The results also found that 32 of 33 patients were reported to have at least one adverse event (AE), of which six patients experienced serious adverse events that were related to Zolgensma. Liver transaminase elevations, some of which were reported as adverse events, were experienced by 87.9 percent, but all resolved with the use of prednisolone. One patient discontinued the study because of a serious adverse event – hypoxic-ischemic brain damage and respiratory distress that resulted in death; however, this was considered to be unrelated to treatment with Zolgensma based on autopsy findings. Overall, no new safety signals have been identified and the reported adverse events are consistent with the cumulative safety profile with Zolgensma.

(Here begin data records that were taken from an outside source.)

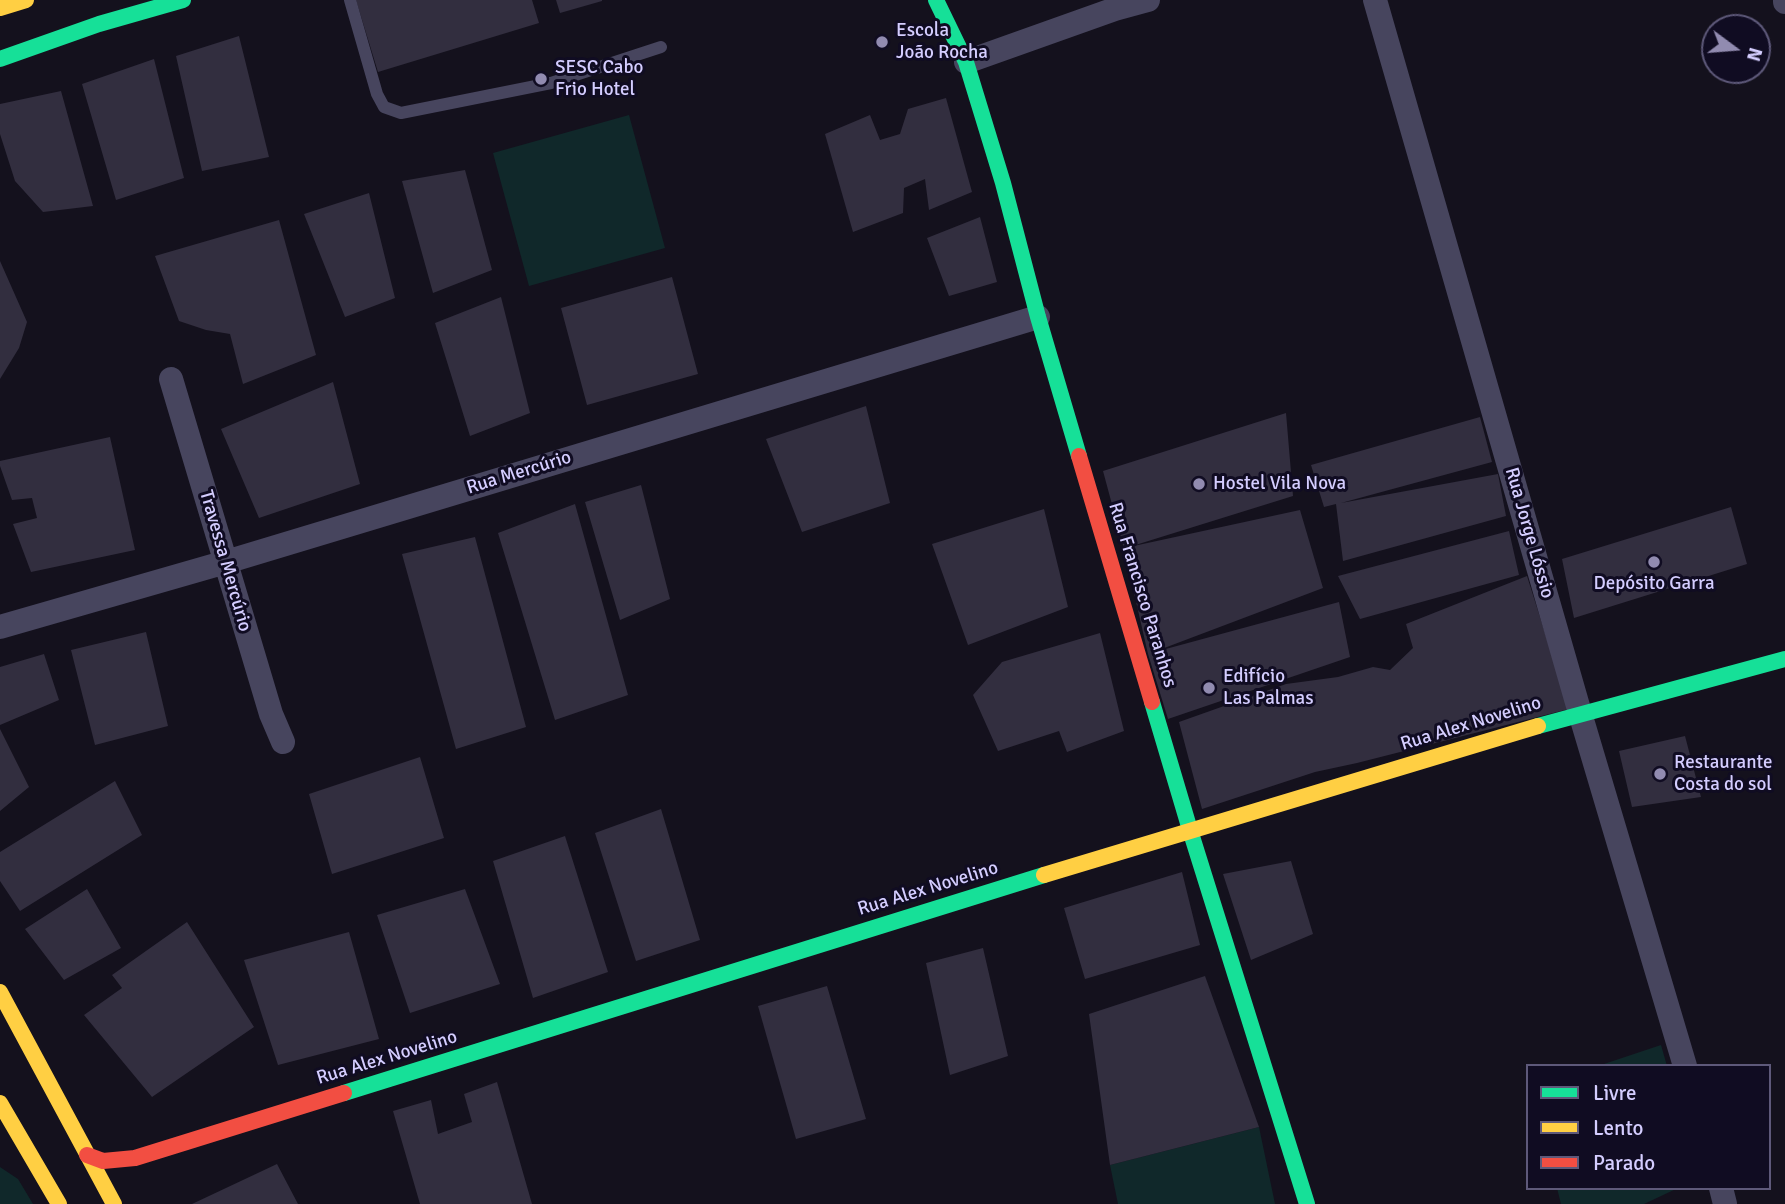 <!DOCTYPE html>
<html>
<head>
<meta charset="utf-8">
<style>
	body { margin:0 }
	#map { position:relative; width:1785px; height:1204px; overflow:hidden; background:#14111d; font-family:Signika,sans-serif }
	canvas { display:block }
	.legend { position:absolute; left:1526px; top:1064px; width:245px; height:126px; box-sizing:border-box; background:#100c22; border:2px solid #5e597a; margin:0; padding:9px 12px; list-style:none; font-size:21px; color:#d4cdff }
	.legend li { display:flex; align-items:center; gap:14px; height:35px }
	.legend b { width:35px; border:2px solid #5e597a }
	.north { position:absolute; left:1701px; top:14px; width:70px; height:70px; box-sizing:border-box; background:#100c22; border:2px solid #5e597a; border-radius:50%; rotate:106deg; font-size:19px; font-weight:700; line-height:28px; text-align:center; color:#d4cdff }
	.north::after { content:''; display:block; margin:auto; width:24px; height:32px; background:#918bb0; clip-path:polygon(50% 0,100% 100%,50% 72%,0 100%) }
</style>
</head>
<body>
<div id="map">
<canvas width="1785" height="1204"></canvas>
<ul class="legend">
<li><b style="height:9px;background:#16e098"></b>Livre</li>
<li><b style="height:9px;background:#ffcf43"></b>Lento</li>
<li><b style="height:9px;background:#f24e42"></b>Parado</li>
</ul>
<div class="north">N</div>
</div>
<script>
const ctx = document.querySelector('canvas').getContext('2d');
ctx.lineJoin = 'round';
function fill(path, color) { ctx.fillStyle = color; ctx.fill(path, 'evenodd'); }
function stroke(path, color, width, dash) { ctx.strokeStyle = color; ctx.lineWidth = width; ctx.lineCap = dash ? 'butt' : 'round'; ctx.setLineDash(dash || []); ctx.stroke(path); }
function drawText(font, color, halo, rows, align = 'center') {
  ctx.font = font + ' Signika,sans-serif'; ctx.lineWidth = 6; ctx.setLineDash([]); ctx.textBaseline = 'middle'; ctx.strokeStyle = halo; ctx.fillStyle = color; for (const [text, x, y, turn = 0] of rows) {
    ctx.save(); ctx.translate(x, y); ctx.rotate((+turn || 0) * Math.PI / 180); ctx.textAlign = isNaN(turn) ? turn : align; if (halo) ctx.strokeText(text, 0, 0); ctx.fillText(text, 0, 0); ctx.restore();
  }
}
fill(new Path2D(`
	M629 115 665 248 529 286 493 153Z
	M1661 1045 1667 1066H1598Z
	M1259 1127 1275 1204H1118L1110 1165Z
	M0 1167 18 1179 33 1204H0Z
	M1557 1188H1678L1644 1204H1561Z`), '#10282a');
fill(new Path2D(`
	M356 0H532L539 23 378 72Z
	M556 0H602V1L560 13Z
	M239 36 269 157 202 171 176 56Z
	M154 59 184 178 116 200 82 84Z
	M61 91 93 206 43 212 15 181 0 134V104Z
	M946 98 972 192 929 210 925 179 904 188 903 213 853 232 825 134 870 115 880 140 900 134 908 109Z
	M465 170 492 270 433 293 402 181Z
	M369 193 395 298 345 317 304 214Z
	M980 217 997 282 949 296 927 238Z
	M279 220 316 355 243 384 230 334 206 330 179 321 155 256Z
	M0 261 27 322 19 348 0 379Z
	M672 277 698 374 587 405 561 308Z
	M501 297 530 413 470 436 435 323Z
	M333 382 360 484 259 518 221 429Z
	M866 406 890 503 802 532 766 439Z
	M1286 413 1293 496 1129 547 1300 510 1323 588 1151 653 1339 602 1350 657 1168 719 1148 654 1124 549 1103 471Z
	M1480 417 1492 462 1341 503 1498 474 1506 516 1343 561 1336 504 1324 507 1311 465Z
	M110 437 135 550 31 572 13 524 37 518 32 498 12 500 0 466V461Z
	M641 485 670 599 620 620 585 502Z
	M575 504 628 695 555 720 498 533Z
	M1731 507 1747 564 1574 618 1562 559Z
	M1044 509 1068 607 968 645 932 544Z
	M1509 531 1519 575 1360 619 1338 576Z
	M475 537 526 727 456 749 402 554Z
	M1527 576 1569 709 1357 763 1315 772 1202 809 1179 722 1286 684 1338 677 1373 667 1390 670 1413 648 1406 624Z
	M146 632 168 726 95 745 71 650Z
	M1100 633 1124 731 1067 752 1059 731 998 751 973 695 1002 662Z
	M44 654 59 700 0 725V667Z
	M0 729 29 787 0 811Z
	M1685 736 1701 797 1632 807 1619 751Z
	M420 757 444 838 332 874 309 794Z
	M115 781 142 835 20 911 0 881V852Z
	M661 809 700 940 636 961 595 833Z
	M565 836 608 972 533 998 493 861Z
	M1291 861 1313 934 1251 960 1223 874Z
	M1182 872 1200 945 1085 979 1064 908Z
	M87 889 121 948 64 980 25 929Z
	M465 889 500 984 410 1013 377 915Z
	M187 922 254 1027 152 1097 84 1015 122 988 112 975Z
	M349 932 379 1039 278 1065 244 960Z
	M983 948 1008 1056 950 1075 926 963Z
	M1205 976 1259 1127 1110 1165 1089 1014Z
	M827 986 866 1119 796 1139 758 1006Z
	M497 1082 532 1204H420L393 1111 431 1100 438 1134 472 1122 464 1094Z
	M277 1164 298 1204H192Z`), '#322e3f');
stroke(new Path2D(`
	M350 0 377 94 384 107 401 113 551 83 661 47`), '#47455e', 12);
stroke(new Path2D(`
	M1375 0 1580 713 1685 1066
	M1785 0V2
	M966 62 1115 9 1148 0
	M171 379 271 714 283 742
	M0 627 226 562 1038 317
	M1721 1188 1725 1204`), '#47455e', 24);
stroke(new Path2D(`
	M936 0 966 62 1003 183 1038 317 1079 456
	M0 59 99 24 183 0
	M1152 702 1190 830 1307 1204
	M1538 726 1785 659
	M344 1093 1044 875`), '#16e098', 16);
stroke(new Path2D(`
	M0 8 26 0
	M1044 875 1538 726
	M0 992 114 1204
	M0 1103 59 1204`), '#ffcf43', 16);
stroke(new Path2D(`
	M1079 456 1152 702
	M87 1155 103 1161 135 1158 344 1093`), '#f24e42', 16);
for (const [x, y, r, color] of [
	[882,42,7,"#918bb0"],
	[541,79,7,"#918bb0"],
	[1199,484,7,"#918bb0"],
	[1654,562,7,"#918bb0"],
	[1209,688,7,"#918bb0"],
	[1660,774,7,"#918bb0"]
]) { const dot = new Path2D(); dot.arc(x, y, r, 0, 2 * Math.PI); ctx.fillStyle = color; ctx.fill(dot); stroke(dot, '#100c22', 2.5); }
drawText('19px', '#d4cdff', '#100c22', [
	["Escola",896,31],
	["João Rocha",896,53],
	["SESC Cabo",555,68],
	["Frio Hotel",555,90],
	["Hostel Vila Nova",1213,484],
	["Depósito Garra",1654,584,"center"],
	["Edifício",1223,677],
	["Las Palmas",1223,699],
	["Restaurante",1674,763],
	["Costa do sol",1674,785]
], 'left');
drawText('19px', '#d4cdff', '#100c22', [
	["Rua Mercúrio",519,473,-17],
	["Rua Jorge Lóssio",1529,533,74],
	["Travessa Mercúrio",225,561,74],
	["Rua Francisco Paranhos",1142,595,73],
	["Rua Alex Novelino",1471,724,-17],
	["Rua Alex Novelino",928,889,-17],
	["Rua Alex Novelino",387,1058,-17]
]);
</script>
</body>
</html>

“These strong interim results from the STR1VE-EU clinical trial continue to demonstrate consistent and significant therapeutic benefit in patients with SMA Type 1, the most common form of the disease, adding to the robust body of clinical evidence for Zolgensma,” said Dr Shephard Mpofu, Senior Vice President, Chief Medical Officer, Novartis Gene Therapies. “With more than 600 patients now treated, including some more than five years post-treatment and more than five years old, these data further reinforce the transformative benefit a one-time dose of Zolgensma has on SMA patients.”
Zolgensma was approved for this indication by the US Food and Drug Administration (FDA) in May 2019 and is also approved in Japan, Europe and Brazil. Novartis Gene Therapies said they are pursuing registration in roughly 36 countries with regulatory decisions anticipated in Switzerland, Canada, Israel, Australia and South Korea in late-2020 or early 2021.